Which means at least some of the victims of the nude photos leak may have been unaware their content had been backed up in this way.
Our advice is check your phone's settings and choose what works best for you!
A new gold rush
Many mobile apps work this way, says Gaycken. When you install a new app, you're asked to agree to a license. And it's here that you will often agree to share your data.
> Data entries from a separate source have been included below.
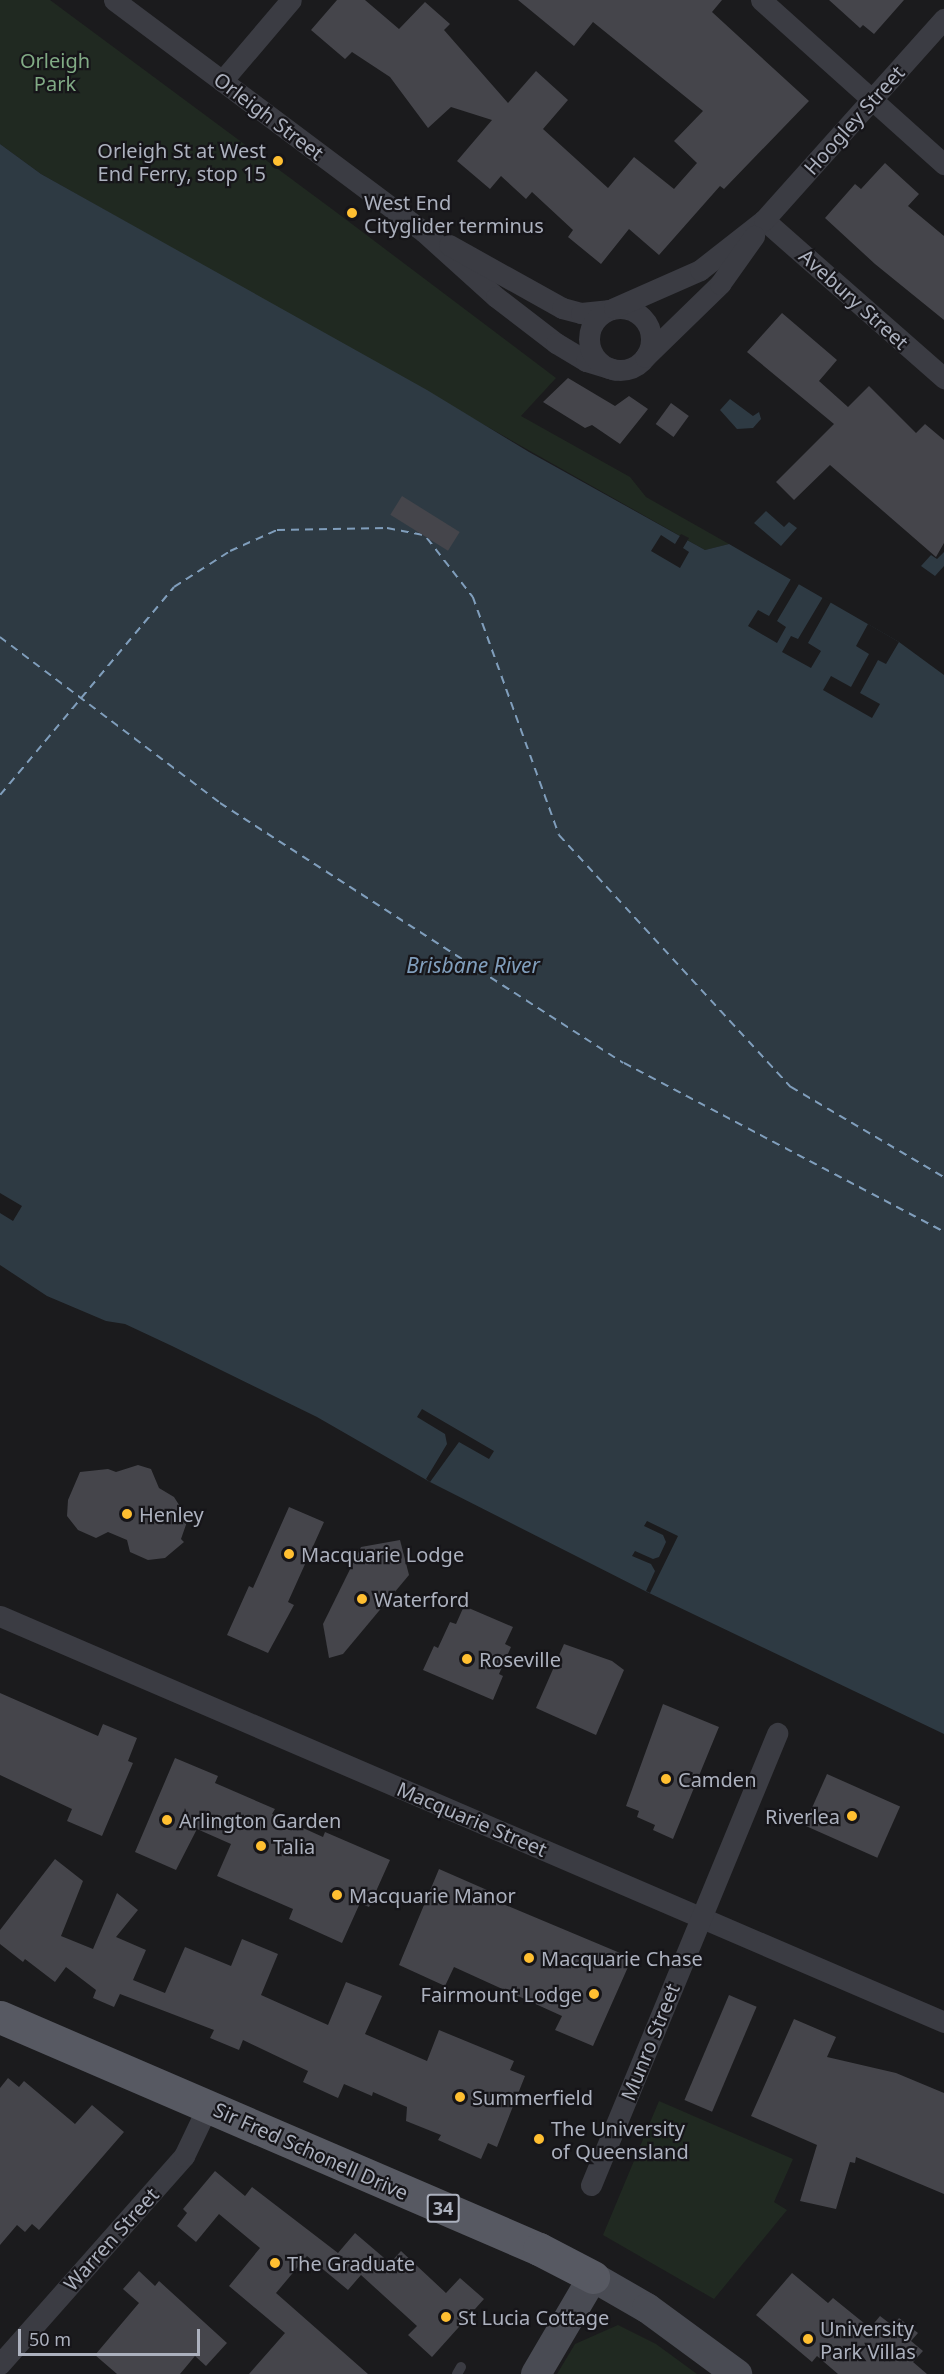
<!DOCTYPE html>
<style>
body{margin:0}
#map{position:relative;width:944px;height:2374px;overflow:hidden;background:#1b1b1d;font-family:"Noto Sans",sans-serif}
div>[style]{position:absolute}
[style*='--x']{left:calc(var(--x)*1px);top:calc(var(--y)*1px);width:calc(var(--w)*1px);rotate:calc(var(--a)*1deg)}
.green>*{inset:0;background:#202921}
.water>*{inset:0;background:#2e3a43}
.pier>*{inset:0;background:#1b1b1d}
.ferry>*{height:1.5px;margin-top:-0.75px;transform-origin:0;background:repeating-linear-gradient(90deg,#809ebc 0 8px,transparent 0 14px)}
.building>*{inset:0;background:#45454b;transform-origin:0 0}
.lane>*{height:10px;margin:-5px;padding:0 5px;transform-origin:5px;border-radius:5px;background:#3b3c43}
.street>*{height:21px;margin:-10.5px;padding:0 10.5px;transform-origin:10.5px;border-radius:10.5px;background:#3b3c43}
.street>.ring{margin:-10.5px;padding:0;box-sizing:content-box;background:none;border:21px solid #3b3c43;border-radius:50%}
.secondary>*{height:30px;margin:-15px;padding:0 15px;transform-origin:15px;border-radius:15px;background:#494b53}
.primary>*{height:33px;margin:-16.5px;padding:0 16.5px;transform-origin:16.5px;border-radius:16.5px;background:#575962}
.dots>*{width:16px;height:16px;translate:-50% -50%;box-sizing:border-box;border:3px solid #161519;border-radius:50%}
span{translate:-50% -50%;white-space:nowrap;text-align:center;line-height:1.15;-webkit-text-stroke:4.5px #161519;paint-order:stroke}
.shield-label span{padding:2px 4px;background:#161519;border:2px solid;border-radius:4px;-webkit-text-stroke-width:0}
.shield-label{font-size:18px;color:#acb1be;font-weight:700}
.park-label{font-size:20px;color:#81ab85}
.street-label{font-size:20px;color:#acb1be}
.poi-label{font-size:20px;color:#acb1be}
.right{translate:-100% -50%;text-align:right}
.left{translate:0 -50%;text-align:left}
.water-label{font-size:21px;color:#809ebc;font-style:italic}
.scale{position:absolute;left:18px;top:2329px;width:182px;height:27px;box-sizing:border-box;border:3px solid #acb1be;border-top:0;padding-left:8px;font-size:18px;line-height:21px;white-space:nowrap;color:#acb1be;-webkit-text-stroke:4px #161519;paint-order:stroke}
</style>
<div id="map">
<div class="green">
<i style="clip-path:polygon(0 0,50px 0,340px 215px,556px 378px,521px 416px,630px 477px,646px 497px,729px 544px,705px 550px,41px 174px,0 144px)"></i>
<i style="clip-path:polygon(659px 2101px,793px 2159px,774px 2202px,787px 2210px,714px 2299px,603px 2235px)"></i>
<i style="clip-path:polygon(618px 2325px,656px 2344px,697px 2374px,557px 2374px,575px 2344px)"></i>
</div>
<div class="water">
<i style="clip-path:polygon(0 144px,41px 174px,427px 390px,529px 452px,705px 550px,729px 544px,899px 642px,944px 675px,944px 1734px,647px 1592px,430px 1482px,317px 1417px,172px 1346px,125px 1324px,106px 1321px,47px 1296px,0 1265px)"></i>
<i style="clip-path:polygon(730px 399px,753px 416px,759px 412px,761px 419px,753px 428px,737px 429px,720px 410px)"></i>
<i style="clip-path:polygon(766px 511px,784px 527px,789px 522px,797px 528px,781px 546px,754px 523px)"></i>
<i style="clip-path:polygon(944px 552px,944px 566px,935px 576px,921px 566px,931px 555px,937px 559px)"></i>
</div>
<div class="pier">
<i style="clip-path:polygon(681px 534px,689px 538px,683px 548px,689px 552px,680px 568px,651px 551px,661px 535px,675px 544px)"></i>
<i style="clip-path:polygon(791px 579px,799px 584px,777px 621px,786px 627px,777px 643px,748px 626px,758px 610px,769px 616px)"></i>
<i style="clip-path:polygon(823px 597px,831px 602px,808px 643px,821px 651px,811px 668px,782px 652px,791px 636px,798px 639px)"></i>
<i style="clip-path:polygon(868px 624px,899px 642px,886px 664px,878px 660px,860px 693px,880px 704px,872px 718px,823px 690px,831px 676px,851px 687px,869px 654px,856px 646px)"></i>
<i style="clip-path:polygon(0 1193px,22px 1206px,13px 1221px,0 1213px)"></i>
<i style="clip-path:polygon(422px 1409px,494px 1451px,489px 1459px,459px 1442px,430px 1482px,426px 1479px,447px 1444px,445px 1434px,417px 1417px)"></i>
<i style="clip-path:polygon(647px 1521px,678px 1536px,650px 1593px,646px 1591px,655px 1571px,651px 1564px,632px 1556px,635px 1551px,653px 1559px,659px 1557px,666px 1542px,663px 1535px,644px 1526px)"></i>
</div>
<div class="ferry">
<i style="--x:427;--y:538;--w:75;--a:52.1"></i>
<i style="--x:473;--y:597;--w:253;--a:70.1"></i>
<i style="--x:559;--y:835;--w:343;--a:47.4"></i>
<i style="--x:791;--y:1087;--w:178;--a:30.5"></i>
<i style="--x:0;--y:637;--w:276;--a:37"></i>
<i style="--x:220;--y:803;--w:480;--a:32.8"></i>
<i style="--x:624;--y:1063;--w:362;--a:27.8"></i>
<i style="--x:0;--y:795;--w:271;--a:-50.1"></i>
<i style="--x:174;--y:587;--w:67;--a:-32.7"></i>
<i style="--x:230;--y:551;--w:51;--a:-24.1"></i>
<i style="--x:277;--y:530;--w:110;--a:-1"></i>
<i style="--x:387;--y:528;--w:37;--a:11"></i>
</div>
<div class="building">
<i style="clip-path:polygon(337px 0,365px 0,399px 29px,425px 2px,450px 24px,444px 30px,508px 103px,536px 71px,568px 100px,543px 129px,608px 188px,634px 157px,674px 189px,697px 163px,674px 141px,703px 111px,593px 22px,574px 46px,518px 0,722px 0,712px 12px,809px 101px,724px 189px,720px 186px,659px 255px,629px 229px,601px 264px,568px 237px,573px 230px,532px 192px,526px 199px,501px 176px,490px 189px,457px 161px,492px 120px,451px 107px,428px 128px,390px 77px,352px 52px,345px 59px,311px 30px)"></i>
<i style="clip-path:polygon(829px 0,904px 0,874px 34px,863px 25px,860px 28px)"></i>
<i style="clip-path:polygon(885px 163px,919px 194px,908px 206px,944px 236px,944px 320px,875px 264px,825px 218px,855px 184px,861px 189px)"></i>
<i style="clip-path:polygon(782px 313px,837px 360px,819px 381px,848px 407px,869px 386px,916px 433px,925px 424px,944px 440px,944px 543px,936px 557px,830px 465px,794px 500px,776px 482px,834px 424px,747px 352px)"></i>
<i style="clip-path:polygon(568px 378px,615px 406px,629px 396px,648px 409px,620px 444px,592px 425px,585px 428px,543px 402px)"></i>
<i style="left:671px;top:403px;width:22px;height:26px;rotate:36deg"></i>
<i style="left:402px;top:496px;width:68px;height:22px;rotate:32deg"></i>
<i style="clip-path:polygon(138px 1465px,151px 1469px,159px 1488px,174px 1497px,188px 1519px,181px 1539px,184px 1542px,165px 1558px,148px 1560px,130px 1552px,127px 1540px,108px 1532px,96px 1538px,78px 1530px,67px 1516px,68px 1500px,80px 1472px,108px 1469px,116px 1472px)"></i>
<i style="clip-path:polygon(289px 1507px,324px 1522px,288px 1602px,294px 1605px,268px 1653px,227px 1635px,249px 1586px,253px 1588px)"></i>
<i style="clip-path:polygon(400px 1540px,409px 1575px,343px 1654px,329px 1658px,323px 1624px,361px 1547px)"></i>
<i style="clip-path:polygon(464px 1606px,513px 1627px,505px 1644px,511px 1647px,499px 1674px,503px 1676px,493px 1700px,423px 1670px,434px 1646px,438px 1648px,450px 1622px,456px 1624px)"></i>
<i style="clip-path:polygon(564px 1644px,612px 1661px,624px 1670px,596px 1735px,536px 1708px)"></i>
<i style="clip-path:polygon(0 1693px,98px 1736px,103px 1724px,137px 1738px,128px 1761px,133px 1763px,102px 1836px,67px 1821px,72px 1809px,0 1775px)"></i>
<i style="clip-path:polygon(663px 1704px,719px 1727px,673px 1839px,653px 1830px,655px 1825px,637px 1817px,639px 1811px,626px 1806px)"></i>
<i style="clip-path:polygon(175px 1758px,218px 1776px,215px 1783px,275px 1809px,272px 1814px,323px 1837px,325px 1832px,390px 1860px,369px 1907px,360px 1903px,342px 1943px,289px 1919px,293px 1909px,217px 1876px,231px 1844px,197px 1829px,176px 1870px,135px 1852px)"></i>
<i style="left:827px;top:1774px;width:80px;height:56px;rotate:24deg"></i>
<i style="clip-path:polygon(55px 1859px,83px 1881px,61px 1936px,93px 1949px,117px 1893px,138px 1910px,116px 1937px,146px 1950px,133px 1980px,165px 1993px,185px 1947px,231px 1966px,242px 1939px,278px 1954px,261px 1995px,328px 2025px,346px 1982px,382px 1996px,365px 2034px,427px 2061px,439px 2030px,514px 2061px,510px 2070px,525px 2076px,497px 2147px,488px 2143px,481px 2159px,438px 2140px,441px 2135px,406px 2121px,407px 2107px,373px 2092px,372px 2096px,344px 2084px,338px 2098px,303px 2082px,308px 2071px,243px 2040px,239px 2050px,210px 2038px,214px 2030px,120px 1994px,114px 2007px,93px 1998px,96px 1990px,66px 1967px,55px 1982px,25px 1959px,23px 1962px,0 1944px,0 1930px)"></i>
<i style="clip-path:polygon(439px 1869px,487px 1890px,484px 1896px,632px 1958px,593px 2046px,555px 2030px,562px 2016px,454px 1967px,445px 1986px,399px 1965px)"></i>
<i style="left:729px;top:1995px;width:30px;height:114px;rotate:23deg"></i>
<i style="clip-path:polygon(794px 2019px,836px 2037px,827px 2057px,896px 2073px,944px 2093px,944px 2194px,856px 2157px,855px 2163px,850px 2162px,836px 2209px,800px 2201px,817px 2145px,751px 2116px)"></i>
<i style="clip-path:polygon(8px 2078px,19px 2087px,24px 2081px,75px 2124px,92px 2105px,124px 2132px,39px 2230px,32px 2224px,25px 2232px,17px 2225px,0 2245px,0 2088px)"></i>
<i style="clip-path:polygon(215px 2171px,245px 2196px,252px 2187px,338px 2253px,355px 2233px,390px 2263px,401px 2251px,446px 2293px,460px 2278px,484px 2299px,432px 2357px,408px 2335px,417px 2326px,361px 2275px,348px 2290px,307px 2256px,276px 2293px,368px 2374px,249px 2374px,285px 2333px,229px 2286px,260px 2248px,219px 2214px,196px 2242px,177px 2226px,187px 2213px,183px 2209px)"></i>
<i style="clip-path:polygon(139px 2271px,155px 2286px,159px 2281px,227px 2343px,206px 2366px,195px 2356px,180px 2374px,117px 2374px,95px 2355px,139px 2303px,123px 2289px)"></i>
<i style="clip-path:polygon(792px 2273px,828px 2303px,833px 2298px,870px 2328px,880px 2316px,893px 2326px,899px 2318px,918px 2333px,911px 2341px,923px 2351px,913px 2362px,927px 2374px,838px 2374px,817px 2356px,812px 2362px,756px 2315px)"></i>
</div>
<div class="lane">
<i style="--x:457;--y:2374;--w:8;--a:-60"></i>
</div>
<div class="street">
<i style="--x:114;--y:0;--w:387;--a:36.8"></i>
<i style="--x:424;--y:232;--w:97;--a:42.1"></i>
<i style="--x:496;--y:297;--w:76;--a:37.5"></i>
<i style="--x:556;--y:343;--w:35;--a:31"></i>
<i style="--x:586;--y:361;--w:30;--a:17"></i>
<i style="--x:761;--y:0;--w:246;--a:41.9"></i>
<i style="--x:222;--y:81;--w:106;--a:-49.6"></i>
<i style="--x:764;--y:220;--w:240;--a:41.3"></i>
<i style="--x:449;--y:245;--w:129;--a:29.1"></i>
<i style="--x:562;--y:308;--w:20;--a:15"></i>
<i style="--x:581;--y:313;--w:27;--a:-6"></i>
<i class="ring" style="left:589px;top:308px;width:41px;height:41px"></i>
<i style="--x:614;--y:308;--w:94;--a:-23.8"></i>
<i style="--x:700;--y:270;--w:81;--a:-38"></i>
<i style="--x:764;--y:220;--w:270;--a:-48.2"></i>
<i style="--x:645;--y:357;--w:105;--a:-44.2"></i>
<i style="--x:720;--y:284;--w:59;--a:-54.7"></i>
<i style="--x:0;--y:1616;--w:1028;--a:23.27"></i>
<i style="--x:591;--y:2185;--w:489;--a:-67.6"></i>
<i style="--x:0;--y:2364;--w:278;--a:-48.5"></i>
<i style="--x:184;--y:2156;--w:55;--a:-64.4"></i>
</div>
<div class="secondary">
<i style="--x:536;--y:2374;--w:113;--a:-59.6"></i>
<i style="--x:593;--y:2277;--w:62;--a:29.9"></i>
<i style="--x:647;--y:2308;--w:112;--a:36.3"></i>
</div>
<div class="primary">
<i style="--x:0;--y:2017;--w:587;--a:23.29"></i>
<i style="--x:539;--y:2249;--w:61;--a:27.4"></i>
</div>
<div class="dots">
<i style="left:278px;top:161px;background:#ffbf31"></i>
<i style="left:352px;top:213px;background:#ffbf31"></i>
<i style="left:127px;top:1514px;background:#ffbf31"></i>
<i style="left:289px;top:1554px;background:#ffbf31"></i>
<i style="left:362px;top:1599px;background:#ffbf31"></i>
<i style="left:467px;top:1659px;background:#ffbf31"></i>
<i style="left:666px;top:1779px;background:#ffbf31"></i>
<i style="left:852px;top:1816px;background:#ffbf31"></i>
<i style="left:167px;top:1820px;background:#ffbf31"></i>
<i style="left:261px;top:1846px;background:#ffbf31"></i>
<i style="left:337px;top:1895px;background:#ffbf31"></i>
<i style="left:529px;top:1958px;background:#ffbf31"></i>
<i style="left:594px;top:1994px;background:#ffbf31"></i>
<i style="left:460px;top:2097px;background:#ffbf31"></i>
<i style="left:539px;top:2139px;background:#ffbf31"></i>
<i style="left:275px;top:2263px;background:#ffbf31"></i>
<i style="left:446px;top:2317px;background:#ffbf31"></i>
<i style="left:808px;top:2339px;background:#ffbf31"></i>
</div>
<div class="shield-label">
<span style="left:443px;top:2208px">34</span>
</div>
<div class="park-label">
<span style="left:55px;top:72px">Orleigh<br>Park</span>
</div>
<div class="street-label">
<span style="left:269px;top:116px;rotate:37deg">Orleigh Street</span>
<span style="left:854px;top:120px;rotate:-48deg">Hoogley Street</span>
<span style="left:854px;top:299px;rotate:42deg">Avebury Street</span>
<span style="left:472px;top:1819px;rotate:23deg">Macquarie Street</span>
<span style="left:650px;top:2042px;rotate:-68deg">Munro Street</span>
<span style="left:311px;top:2151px;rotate:24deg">Sir Fred Schonell Drive</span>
<span style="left:111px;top:2239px;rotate:-48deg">Warren Street</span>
</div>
<div class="poi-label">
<span class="right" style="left:266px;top:162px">Orleigh St at West<br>End Ferry, stop 15</span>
<span class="left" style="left:364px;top:214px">West End<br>Cityglider terminus</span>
<span class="left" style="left:139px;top:1514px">Henley</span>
<span class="left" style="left:301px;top:1554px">Macquarie Lodge</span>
<span class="left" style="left:374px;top:1599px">Waterford</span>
<span class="left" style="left:479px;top:1659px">Roseville</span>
<span class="left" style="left:678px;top:1779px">Camden</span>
<span class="right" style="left:840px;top:1816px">Riverlea</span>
<span class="left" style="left:179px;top:1820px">Arlington Garden</span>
<span class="left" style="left:273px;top:1846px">Talia</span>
<span class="left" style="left:349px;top:1895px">Macquarie Manor</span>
<span class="left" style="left:541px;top:1958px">Macquarie Chase</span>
<span class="right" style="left:582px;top:1994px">Fairmount Lodge</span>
<span class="left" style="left:472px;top:2097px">Summerfield</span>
<span class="left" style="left:551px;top:2140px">The University<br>of Queensland</span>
<span class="left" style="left:287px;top:2263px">The Graduate</span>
<span class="left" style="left:458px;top:2317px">St Lucia Cottage</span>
<span class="left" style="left:820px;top:2340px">University<br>Park Villas</span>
</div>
<div class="water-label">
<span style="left:473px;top:965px">Brisbane River</span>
</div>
<div class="scale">50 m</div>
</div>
"Every app that's free collects personal data," Gaycken says, "because data are the new gold."
If you don't want to share your data, read the license agreement thoroughly. And if you're in any doubt, don't install the app.
Two-factor authentication
Apple has publicly encouraged users to enable two-factor authentication (2FA) to protect their accounts.
Most major cloud services, including Apple's iCloud, Google Drive and Dropbox, offer this kind of protection.
Two-factor authentication adds a second level of authentication to an account log-in. It's a bit like using two padlocks on your bike, rather than just one. It's not impossible to crack, but an added level of security
So, instead of just typing in a username and password, you may additionally need a fob, a fingerprint, or a smartphone to which the service operator can send a SMS.
If someone hacks your password, they would still have trouble logging in - unless, of course, they steal your phone or your fob as well.
"For normal users this offers totally sufficient security," Gaycken says.
However, says Gaycken, even two-factor authentication can be breached if the target is worth the effort - like Apple's iCloud.
Most important: take good care of your passwords
And there is something that everybody can do: put a little more effort into the passwords you choose.
Gaycken advises it is best not to use names or birth dates as passwords or as part of passwords - "and no dog names either."
It is best not to use words out of a dictionary but instead mix up numbers, letters and additional characters to creatively make up artificial, non-existing words.
And yes, it is a lot of work. But try to come up with a new password for every new account you create.
Do not use the same password for Twitter, Facebook, your Online Banking, ebay and your email account.
"Do not write your passwords down. And change them every few weeks," Gaycken adds.
But he admits it's a lot to ask. Even he doesn't follow all the rules.